A destination in Hendersonville, North Carolina, takes visitors into the early skyways. Aviation has evolved, but many pioneering aircraft survive.
The 1920s-40s are considered the “golden age of aviation.” Barnstormers, daredevils, and stunt pilots—many of them aerial heroes of World War I (1914-18)—buzzed around the United States, struggling to earn a living. They sold joy rides and hired themselves to drop pamphlets and stream banners above public events.
At a museum in Hendersonville, North Carolina, visitors scrutinize up-close some of the flimsy aircraft they flew. They even can climb aboard for a plane or helicopter ride.
The Age of the Self-Made Airplane Pilot
Americans of the Ragtime and Depression eras and into the 1950s were thrilled by the rare approaching buzz of a small plane. If the pilot landed in a field or pastoral “airpatch”—the precursor of the modern airport—locals thronged to the scene. They were keen to scrutinize a machine that could defy gravity and to meet the intrepid aviator.
By World War II (1938-45), people with no military experience were getting into the act. Small, single-prop planes became available for general purchase. So did airplane kits. For a few hundred dollars, enthusiasts could buy a plane kit from a department store, assemble it and teach themselves to fly.
Western North Carolina Air Museum
At the Western North Carolina Air Museum, visitors can see the transition from early planes to modern recreational craft, including ultra-lights. The improvements in design and options are striking—as are the similarities.
Stories woven into aviation history here are fascinating. An example is the museum’s 1930 Curtiss Robin. Douglas Corrigan flew one like it across the Atlantic in 1938. Charles Lindbergh had made the first transatlantic flight years earlier. What was unusual about Corrigan’s adventure was that he did it in defiance of government red tape. Authorities refused to approve his airplane for the trip. Corrigan, therefore, filed a flight plan in Brooklyn, New York, specifying California as his destination. Twenty-eight hours after takeoff, “Wrong Way” Corrigan landed in Ireland.
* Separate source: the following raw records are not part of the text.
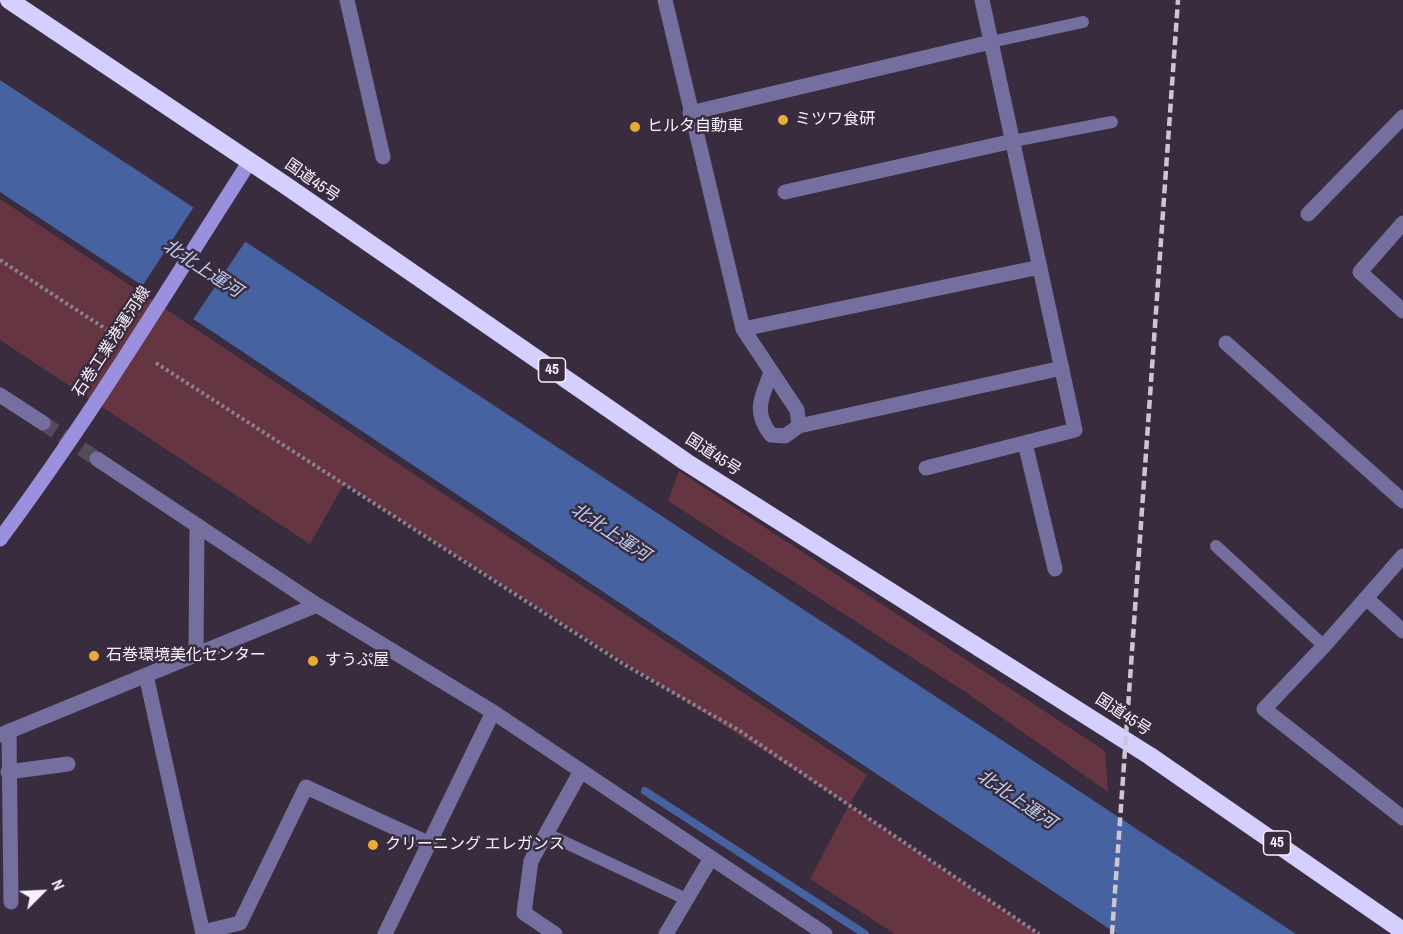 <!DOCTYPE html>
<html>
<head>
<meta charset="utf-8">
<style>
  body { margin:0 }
  #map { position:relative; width:1403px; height:934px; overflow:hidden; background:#382c3e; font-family:"Archivo Narrow",sans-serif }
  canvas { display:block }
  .north { position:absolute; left:12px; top:862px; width:60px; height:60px; -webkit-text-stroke:4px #382c3e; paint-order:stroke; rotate:66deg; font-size:16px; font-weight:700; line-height:24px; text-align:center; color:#f9f1fd }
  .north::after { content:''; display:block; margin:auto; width:21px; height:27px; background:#f9f1fd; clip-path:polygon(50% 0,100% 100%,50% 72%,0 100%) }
</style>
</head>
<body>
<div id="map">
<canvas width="1403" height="934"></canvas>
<div class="north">N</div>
</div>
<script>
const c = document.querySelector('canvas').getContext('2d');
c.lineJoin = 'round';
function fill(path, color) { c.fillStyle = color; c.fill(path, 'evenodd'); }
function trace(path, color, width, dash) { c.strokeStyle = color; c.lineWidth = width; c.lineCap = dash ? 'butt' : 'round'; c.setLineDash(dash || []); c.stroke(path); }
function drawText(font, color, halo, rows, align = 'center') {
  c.font = font + ' "Archivo Narrow","Noto Sans JP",sans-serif'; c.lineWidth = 5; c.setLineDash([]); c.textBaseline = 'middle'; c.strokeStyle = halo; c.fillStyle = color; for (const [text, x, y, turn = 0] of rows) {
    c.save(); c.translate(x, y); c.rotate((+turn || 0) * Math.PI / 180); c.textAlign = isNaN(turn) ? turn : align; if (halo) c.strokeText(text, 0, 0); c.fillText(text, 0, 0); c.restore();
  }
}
const green = new Path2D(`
  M0 199 867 775 849 805 1039 934H895L810 879 849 805 344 484 310 544 0 340Z
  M679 471 1105 751 1108 792 964 691 668 501Z`);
const water = new Path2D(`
  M0 80 1296 934H1117L216 334 0 192Z`);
const pier = new Path2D(`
  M195 205 247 239 192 321 141 288Z`);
const stream = new Path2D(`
  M645 791 865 934`);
const streetTunnel = new Path2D(`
  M43 423 97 459`);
const path = new Path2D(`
  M0 260 115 335
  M156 363 625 665 740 731 1039 934`);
const lane = new Path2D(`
  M991 42 1083 22
  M1013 141 1112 122
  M1216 546 1324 646
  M547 834 686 899`);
const street = new Path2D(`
  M347 0 383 157
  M665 0 743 329 797 410 799 426 785 436 771 435C753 412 761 398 771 373
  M690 113 991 42
  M785 192 1013 141
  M1308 214 1403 117
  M1403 223 1360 272 1403 311
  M743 329 1040 267
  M1226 343 1403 501
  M0 395 43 423
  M799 426 1062 368
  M1025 443 1055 569
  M97 459 317 605 493 712 825 934
  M926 468 1075 430 982 0
  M1403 556 1324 646 1264 709 1403 818
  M1366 598 1403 631
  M196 654 197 525
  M146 675 203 934
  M9 731 11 902
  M0 735 317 605
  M8 772 68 764
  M203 932 240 923 306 787 428 843
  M385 934 493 712
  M555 934 524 913 531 861 581 771
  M666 934 711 858`);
const secondary = new Path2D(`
  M0 539C90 418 168 289 250 161`);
const highway = new Path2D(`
  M9 0 285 185 686 462 1150 756 1403 931`);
const rail = new Path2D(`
  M1112 934 1178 0`);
const markers = [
  [783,120,6,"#e9ab38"],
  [635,127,6,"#e9ab38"],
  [94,656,6,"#e9ab38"],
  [313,661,6,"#e9ab38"],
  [373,845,6,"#e9ab38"]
];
const shields = [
  [552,370,27],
  [1277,843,27]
];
const shieldNames = [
  ["45",552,370],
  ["45",1277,843]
];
const poiNames = [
  ["ミツワ食研",795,120],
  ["ヒルタ自動車",647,127],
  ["石巻環境美化センター",106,656],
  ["すうぷ屋",325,661],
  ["クリーニング エレガンス",385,845]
];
const streetNames = [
  ["国道45号",312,181,35],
  ["石巻工業港運河線",112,342,-57],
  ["国道45号",713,455,33],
  ["国道45号",1123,715,33]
];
const waterNames = [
  ["北北上運河",202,269,33],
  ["北北上運河",610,533,33],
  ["北北上運河",1016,800,34]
];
fill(green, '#663542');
fill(water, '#4762a0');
fill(pier, '#382c3e');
trace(stream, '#4762a0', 8);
trace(streetTunnel, '#554a5b', 15, [15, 8]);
trace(path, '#8b8090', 4, [3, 3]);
trace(lane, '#756f9f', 12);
trace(street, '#756f9f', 15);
trace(secondary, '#9b90dd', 15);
trace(highway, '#d4cfff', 18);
trace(rail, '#cec5d2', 4.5, [9, 4.5]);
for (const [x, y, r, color] of markers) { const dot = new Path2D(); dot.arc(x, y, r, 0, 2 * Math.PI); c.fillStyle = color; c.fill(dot); trace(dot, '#382c3e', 2); }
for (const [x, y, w] of shields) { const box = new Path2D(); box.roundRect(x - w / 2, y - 12, w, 24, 4.5); c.fillStyle = '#382c3e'; c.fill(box); trace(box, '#f9f1fd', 1.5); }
drawText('bold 15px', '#f9f1fd', null, shieldNames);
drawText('16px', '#f9f1fd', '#382c3e', poiNames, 'left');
drawText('16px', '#f9f1fd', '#382c3e', streetNames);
drawText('italic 18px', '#bdcff2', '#382c3e', waterNames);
</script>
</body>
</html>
From the same period is the museum’s Aeronca C-3, dubbed the “Little Bathtub.” Piper Cubs from the 1930s-40s are exhibited.
Also displayed are aviation relics—old flight manuals, photos of historic planes and pilots, airplane models, antiquated engines, and other plane parts.
The Air Museum Is a Volunteer-Driven Project
Founded in 1989, the museum focuses on the Smoky Mountain aviation history of western North Carolina. On a broader basis, it chronicles the aerial legacy of the entire state—and beyond. Restorations and reproductions are presented alongside original airplanes. Staff are volunteer pilots and lovers of aviation.
The museum defines itself as “The First Air Museum in the ‘First in Flight’ State.” (North Carolina bases its “First in Flight” claim in the Wright brothers’ historic 1903 feat at Kitty Hawk, on the Outer Banks.)
The Western North Carolina Air Museum is housed on Brooklyn Avenue, adjacent to the Hendersonville Airport. It is open, free of charge, Wednesday, Saturday, and Sunday, noon to 5 p.m. (10 to 5 on Saturdays between April and October). Museum members ($30 individual, $40 family) have grill-out meetings the fourth Thursday evening of the month, April through October.
Special events occasionally are scheduled. An Air Fair is presented the first weekend each June (June 5-6, 2010).